- **TASK DETAILS**
Return the records from the first line through the line containing "Describe the page", and leave out the pictures.

(Collection entries)
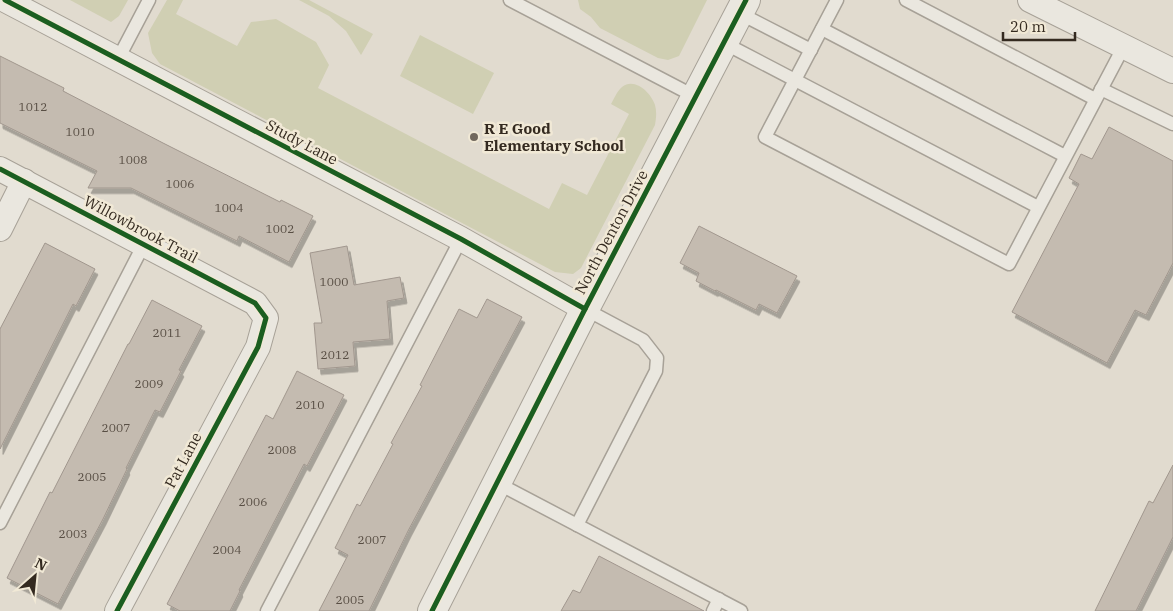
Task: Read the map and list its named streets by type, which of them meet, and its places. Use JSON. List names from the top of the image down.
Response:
{
  "streets": {
    "street": [
      "Study Lane",
      "Willowbrook Trail",
      "North Denton Drive",
      "Pat Lane"
    ]
  },
  "crossings": [
    ["Study Lane", "North Denton Drive"],
    ["Willowbrook Trail", "Pat Lane"]
  ],
  "places": ["R E Good Elementary School"],
  "house_numbers": [
    "1012",
    "1010",
    "1008",
    "1006",
    "1004",
    "1002",
    "1000",
    "2011",
    "2012",
    "2009",
    "2010",
    "2007",
    "2008",
    "2005",
    "2006",
    "2003",
    "2007",
    "2004",
    "2005"
  ],
  "scale_bar": "20 m",
  "north": "top right"
}
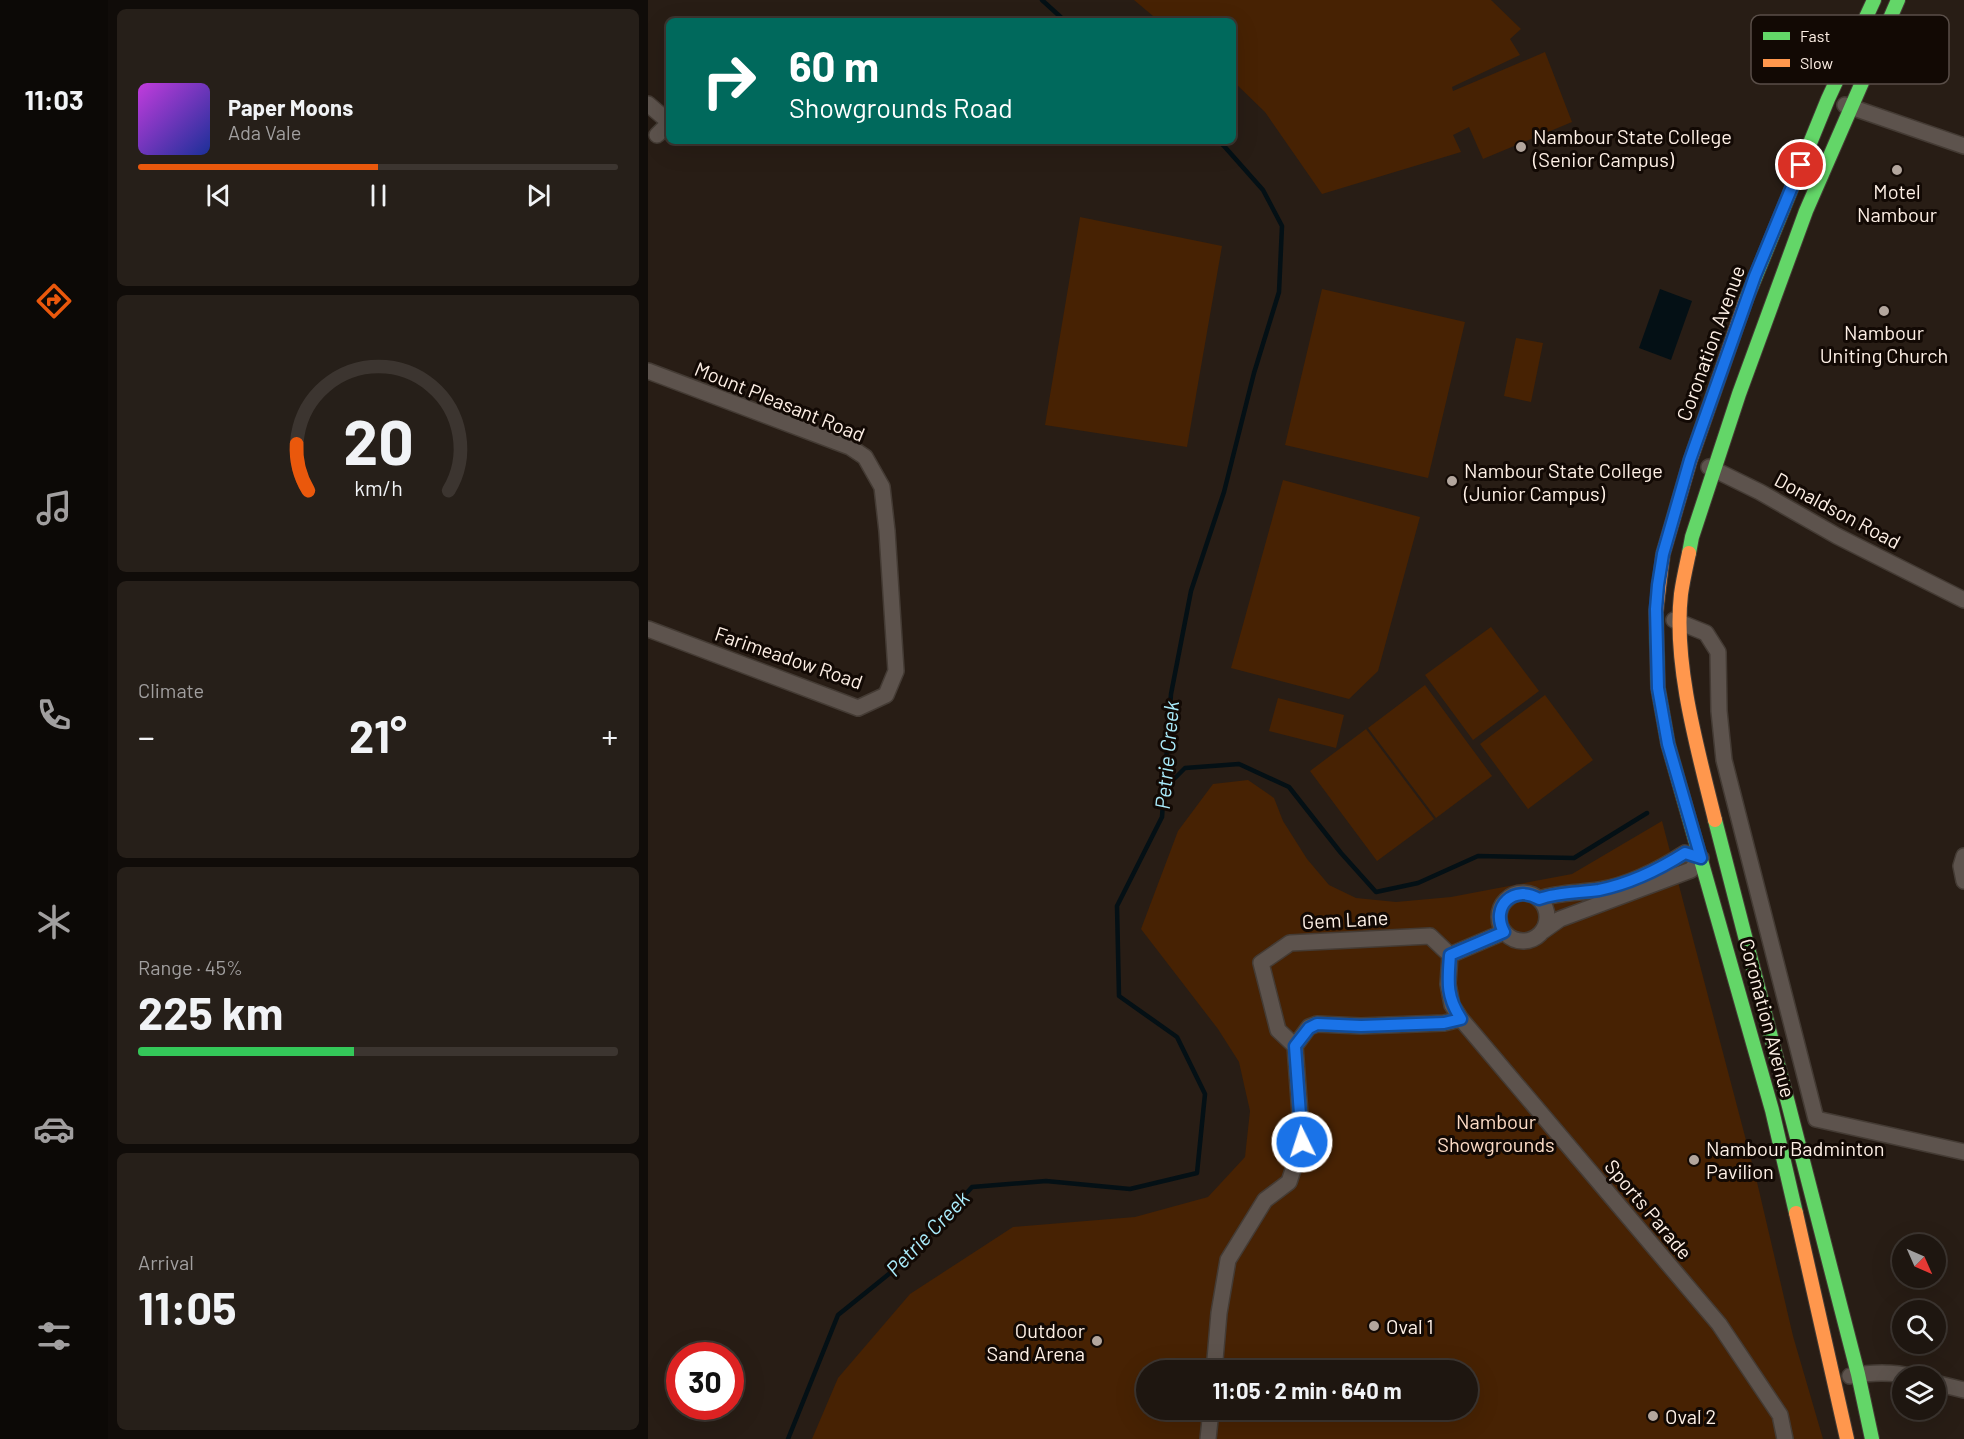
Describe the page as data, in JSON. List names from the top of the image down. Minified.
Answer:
{"streets":{"main road":["Coronation Avenue"],"street":["Mount Pleasant Road","Donaldson Road","Farimeadow Road","Gem Lane","Sports Parade"]},"crossings":[["Coronation Avenue","Donaldson Road"],["Mount Pleasant Road","Farimeadow Road"],["Gem Lane","Sports Parade"]],"water":["Petrie Creek"],"parks":["Nambour Showgrounds"],"places":["Nambour State College (Senior Campus)","Motel Nambour","Nambour Uniting Church","Nambour State College (Junior Campus)","Nambour Badminton Pavilion","Oval 1","Outdoor Sand Arena","Oval 2"],"legend":["Fast","Slow"],"north":"bottom right","page":{"tabs":"11:03","turn":["60 m","Showgrounds Road"],"song":["Paper Moons","Ada Vale"],"tile":["Climate",["Range · 45%","225 km"],["Arrival","11:05"]],"heat":["−","21°","+"],"limit":"30","trip":"11:05 · 2 min · 640 m","gauge":["20","km/h"]}}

- **THE COMPLETED TASK**
Task: Read the map and list its named streets by type, which of them meet, and its places. Use JSON. List names from the top of the image down.
Response:
{
  "streets": {
    "street": [
      "Study Lane",
      "Willowbrook Trail",
      "North Denton Drive",
      "Pat Lane"
    ]
  },
  "crossings": [
    ["Study Lane", "North Denton Drive"],
    ["Willowbrook Trail", "Pat Lane"]
  ],
  "places": ["R E Good Elementary School"],
  "house_numbers": [
    "1012",
    "1010",
    "1008",
    "1006",
    "1004",
    "1002",
    "1000",
    "2011",
    "2012",
    "2009",
    "2010",
    "2007",
    "2008",
    "2005",
    "2006",
    "2003",
    "2007",
    "2004",
    "2005"
  ],
  "scale_bar": "20 m",
  "north": "top right"
}
Describe the page as data, in JSON. List names from the top of the image down. Minified.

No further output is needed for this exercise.